[ACTION ITEM]:
Every line with the string "align" in it belongs in your answer, so copy them all from the data.

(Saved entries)
##########

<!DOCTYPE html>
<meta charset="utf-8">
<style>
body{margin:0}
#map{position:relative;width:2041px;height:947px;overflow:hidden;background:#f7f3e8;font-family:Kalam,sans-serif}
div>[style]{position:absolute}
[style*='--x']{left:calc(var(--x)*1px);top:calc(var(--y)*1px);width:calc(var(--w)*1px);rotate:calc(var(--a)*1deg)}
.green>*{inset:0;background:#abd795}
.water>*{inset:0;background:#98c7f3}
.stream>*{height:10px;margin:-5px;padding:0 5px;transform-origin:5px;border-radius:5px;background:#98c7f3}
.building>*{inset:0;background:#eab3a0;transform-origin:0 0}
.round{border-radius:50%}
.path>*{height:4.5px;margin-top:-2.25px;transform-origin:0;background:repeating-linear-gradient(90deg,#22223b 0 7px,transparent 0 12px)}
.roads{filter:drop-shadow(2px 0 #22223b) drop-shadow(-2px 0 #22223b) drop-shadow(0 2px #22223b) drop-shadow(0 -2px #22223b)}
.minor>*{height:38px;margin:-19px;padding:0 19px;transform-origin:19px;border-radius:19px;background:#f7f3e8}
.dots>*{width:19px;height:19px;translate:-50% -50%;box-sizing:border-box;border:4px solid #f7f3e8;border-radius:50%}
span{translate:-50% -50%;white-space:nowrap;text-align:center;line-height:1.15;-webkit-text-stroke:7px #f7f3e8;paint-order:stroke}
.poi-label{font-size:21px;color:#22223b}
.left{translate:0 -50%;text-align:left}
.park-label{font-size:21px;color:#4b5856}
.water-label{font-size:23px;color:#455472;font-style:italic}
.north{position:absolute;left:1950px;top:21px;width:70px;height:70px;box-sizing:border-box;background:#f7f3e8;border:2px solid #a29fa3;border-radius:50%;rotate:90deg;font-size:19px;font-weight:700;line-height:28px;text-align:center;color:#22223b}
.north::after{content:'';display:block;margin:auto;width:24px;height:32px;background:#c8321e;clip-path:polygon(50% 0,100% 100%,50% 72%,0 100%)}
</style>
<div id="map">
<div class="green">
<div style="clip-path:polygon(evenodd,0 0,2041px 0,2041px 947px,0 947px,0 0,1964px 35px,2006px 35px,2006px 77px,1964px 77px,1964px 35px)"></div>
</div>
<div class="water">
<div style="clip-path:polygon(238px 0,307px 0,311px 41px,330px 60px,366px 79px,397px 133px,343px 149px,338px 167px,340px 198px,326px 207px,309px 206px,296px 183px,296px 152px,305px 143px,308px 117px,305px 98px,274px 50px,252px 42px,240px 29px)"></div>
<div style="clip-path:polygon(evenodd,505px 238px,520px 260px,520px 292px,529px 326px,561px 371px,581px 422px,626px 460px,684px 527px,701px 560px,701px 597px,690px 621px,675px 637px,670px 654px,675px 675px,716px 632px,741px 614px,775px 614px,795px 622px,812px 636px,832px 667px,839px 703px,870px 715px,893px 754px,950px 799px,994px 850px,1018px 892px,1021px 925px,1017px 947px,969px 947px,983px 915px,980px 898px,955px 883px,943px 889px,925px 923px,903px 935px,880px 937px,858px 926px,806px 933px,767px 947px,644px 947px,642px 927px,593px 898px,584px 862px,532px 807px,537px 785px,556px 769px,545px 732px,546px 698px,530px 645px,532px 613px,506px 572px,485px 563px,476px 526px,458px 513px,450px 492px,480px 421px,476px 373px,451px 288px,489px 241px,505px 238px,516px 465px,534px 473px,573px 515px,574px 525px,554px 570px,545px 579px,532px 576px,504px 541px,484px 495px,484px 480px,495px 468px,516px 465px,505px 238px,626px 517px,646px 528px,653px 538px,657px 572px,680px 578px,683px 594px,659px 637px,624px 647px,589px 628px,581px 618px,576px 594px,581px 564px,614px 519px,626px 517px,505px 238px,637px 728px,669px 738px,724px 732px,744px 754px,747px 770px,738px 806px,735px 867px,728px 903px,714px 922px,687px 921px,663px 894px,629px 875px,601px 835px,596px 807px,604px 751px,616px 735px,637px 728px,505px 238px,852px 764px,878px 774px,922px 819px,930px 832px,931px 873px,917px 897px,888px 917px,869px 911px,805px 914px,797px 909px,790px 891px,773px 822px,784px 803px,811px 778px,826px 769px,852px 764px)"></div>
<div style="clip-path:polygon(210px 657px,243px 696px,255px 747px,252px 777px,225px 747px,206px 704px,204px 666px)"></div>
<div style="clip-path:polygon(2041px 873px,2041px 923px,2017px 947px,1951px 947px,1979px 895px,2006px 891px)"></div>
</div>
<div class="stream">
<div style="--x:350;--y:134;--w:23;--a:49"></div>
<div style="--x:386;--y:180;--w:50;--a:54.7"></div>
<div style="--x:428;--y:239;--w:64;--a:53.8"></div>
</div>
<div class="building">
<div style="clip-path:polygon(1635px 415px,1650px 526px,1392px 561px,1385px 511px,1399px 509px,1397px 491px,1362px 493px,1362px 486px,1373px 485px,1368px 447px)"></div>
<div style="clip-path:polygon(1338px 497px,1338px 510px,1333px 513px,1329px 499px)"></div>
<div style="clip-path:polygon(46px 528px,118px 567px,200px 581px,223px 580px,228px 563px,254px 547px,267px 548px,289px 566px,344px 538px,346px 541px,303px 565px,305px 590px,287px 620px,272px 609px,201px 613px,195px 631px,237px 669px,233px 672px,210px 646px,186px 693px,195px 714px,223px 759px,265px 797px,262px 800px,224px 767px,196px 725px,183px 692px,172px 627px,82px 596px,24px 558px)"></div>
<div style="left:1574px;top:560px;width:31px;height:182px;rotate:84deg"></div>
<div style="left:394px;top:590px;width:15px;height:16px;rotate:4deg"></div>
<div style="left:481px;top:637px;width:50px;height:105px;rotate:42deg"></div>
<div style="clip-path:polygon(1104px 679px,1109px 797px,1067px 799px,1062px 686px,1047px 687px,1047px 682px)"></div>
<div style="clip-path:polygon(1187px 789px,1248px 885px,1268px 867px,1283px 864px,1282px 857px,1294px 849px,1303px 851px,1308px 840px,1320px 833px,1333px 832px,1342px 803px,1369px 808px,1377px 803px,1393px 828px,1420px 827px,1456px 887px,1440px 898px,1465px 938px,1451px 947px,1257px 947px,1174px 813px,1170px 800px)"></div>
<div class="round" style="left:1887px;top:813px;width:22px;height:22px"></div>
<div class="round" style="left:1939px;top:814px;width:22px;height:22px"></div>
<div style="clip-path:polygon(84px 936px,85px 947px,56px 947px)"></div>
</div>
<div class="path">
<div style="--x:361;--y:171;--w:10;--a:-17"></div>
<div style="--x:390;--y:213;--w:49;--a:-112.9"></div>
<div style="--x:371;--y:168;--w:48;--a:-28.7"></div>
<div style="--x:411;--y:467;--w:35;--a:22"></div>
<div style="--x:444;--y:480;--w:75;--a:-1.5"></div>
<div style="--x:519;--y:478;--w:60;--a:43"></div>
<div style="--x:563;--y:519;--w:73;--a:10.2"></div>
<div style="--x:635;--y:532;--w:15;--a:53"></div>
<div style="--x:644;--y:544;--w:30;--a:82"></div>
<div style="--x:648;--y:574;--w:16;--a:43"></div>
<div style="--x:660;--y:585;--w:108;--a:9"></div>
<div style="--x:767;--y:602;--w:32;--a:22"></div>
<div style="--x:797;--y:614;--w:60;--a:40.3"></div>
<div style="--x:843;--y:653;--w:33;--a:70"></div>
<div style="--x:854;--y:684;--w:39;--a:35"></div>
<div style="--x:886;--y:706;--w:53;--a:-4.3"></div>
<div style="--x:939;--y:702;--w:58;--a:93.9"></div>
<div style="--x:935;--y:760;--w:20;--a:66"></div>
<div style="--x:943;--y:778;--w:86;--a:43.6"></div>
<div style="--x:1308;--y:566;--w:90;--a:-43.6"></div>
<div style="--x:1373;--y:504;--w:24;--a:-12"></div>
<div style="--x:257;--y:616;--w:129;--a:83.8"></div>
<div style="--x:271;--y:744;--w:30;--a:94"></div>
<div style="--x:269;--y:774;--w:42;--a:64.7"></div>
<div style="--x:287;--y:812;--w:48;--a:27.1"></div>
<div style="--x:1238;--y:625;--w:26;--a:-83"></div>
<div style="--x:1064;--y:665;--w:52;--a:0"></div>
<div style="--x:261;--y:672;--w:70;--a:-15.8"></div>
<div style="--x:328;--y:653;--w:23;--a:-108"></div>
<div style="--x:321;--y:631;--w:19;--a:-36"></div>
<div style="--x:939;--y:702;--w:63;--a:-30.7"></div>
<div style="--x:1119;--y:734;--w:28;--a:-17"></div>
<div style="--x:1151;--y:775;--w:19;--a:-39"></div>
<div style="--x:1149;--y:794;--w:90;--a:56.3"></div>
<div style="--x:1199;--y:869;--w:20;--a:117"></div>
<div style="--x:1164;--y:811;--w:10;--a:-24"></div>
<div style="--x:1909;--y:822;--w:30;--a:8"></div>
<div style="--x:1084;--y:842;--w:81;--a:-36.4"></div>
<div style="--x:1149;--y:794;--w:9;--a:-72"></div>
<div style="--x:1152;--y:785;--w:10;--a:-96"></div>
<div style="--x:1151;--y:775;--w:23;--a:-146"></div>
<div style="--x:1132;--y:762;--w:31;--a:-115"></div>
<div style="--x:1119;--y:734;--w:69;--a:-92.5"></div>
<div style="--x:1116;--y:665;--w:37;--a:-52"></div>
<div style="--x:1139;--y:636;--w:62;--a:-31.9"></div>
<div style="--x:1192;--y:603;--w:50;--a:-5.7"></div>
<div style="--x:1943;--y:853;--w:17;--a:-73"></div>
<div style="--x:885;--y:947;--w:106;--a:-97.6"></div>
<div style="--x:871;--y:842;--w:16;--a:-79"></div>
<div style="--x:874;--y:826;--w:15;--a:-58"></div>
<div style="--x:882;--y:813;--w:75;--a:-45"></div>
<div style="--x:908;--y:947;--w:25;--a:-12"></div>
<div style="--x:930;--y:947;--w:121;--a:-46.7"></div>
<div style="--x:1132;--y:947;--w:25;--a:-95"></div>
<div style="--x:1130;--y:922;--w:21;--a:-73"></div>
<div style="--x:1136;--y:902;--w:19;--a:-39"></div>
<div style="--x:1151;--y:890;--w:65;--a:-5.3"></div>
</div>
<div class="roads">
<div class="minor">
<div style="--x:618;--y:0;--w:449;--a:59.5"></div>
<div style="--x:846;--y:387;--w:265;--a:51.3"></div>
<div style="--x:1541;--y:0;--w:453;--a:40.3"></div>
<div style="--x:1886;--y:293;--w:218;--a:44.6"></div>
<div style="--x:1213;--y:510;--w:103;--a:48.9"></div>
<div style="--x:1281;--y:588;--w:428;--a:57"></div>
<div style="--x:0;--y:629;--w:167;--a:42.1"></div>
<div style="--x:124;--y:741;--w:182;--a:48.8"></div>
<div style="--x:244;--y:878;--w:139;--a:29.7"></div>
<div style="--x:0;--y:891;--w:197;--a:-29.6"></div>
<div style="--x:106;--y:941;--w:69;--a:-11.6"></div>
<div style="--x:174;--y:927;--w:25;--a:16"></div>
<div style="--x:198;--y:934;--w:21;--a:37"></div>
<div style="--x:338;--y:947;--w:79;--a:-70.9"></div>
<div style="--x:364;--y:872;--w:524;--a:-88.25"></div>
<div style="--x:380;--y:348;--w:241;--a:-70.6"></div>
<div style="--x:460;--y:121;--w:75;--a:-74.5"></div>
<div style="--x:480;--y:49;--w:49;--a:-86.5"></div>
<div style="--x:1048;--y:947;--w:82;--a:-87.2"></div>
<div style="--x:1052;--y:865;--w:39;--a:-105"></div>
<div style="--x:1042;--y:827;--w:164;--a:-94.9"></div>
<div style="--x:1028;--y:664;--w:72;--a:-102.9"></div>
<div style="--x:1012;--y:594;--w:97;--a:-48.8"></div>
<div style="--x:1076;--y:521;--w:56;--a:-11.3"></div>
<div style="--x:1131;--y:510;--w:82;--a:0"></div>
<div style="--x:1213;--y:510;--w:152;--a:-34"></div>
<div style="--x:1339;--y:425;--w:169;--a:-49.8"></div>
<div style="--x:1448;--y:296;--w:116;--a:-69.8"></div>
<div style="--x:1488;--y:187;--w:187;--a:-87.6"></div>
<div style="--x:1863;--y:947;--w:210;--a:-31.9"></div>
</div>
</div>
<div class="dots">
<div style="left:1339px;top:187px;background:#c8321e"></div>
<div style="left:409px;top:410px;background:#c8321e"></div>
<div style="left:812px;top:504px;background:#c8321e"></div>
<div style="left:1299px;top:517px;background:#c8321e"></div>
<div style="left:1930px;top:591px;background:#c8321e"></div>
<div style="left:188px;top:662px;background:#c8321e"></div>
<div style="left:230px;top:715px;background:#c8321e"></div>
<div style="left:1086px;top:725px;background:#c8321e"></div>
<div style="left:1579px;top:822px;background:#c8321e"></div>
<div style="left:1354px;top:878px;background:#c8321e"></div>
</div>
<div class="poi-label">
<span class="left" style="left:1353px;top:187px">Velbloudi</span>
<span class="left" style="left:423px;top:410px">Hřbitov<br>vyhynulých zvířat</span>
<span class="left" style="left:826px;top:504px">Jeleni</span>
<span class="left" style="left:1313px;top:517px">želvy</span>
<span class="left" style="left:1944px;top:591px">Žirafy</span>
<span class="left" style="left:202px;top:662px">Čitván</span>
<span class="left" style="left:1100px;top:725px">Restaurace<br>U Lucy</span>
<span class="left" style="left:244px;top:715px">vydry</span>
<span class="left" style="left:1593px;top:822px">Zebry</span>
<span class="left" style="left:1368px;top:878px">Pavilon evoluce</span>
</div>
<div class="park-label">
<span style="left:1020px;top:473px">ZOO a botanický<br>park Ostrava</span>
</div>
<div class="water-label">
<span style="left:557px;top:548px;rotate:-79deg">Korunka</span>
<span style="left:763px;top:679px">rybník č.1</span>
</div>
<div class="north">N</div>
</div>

##########

[SOLUTION TO THIS PROBLEM]:
span{translate:-50% -50%;white-space:nowrap;text-align:center;line-height:1.15;-webkit-text-stroke:7px #f7f3e8;paint-order:stroke}
.left{translate:0 -50%;text-align:left}
.north{position:absolute;left:1950px;top:21px;width:70px;height:70px;box-sizing:border-box;background:#f7f3e8;border:2px solid #a29fa3;border-radius:50%;rotate:90deg;font-size:19px;font-weight:700;line-height:28px;text-align:center;color:#22223b}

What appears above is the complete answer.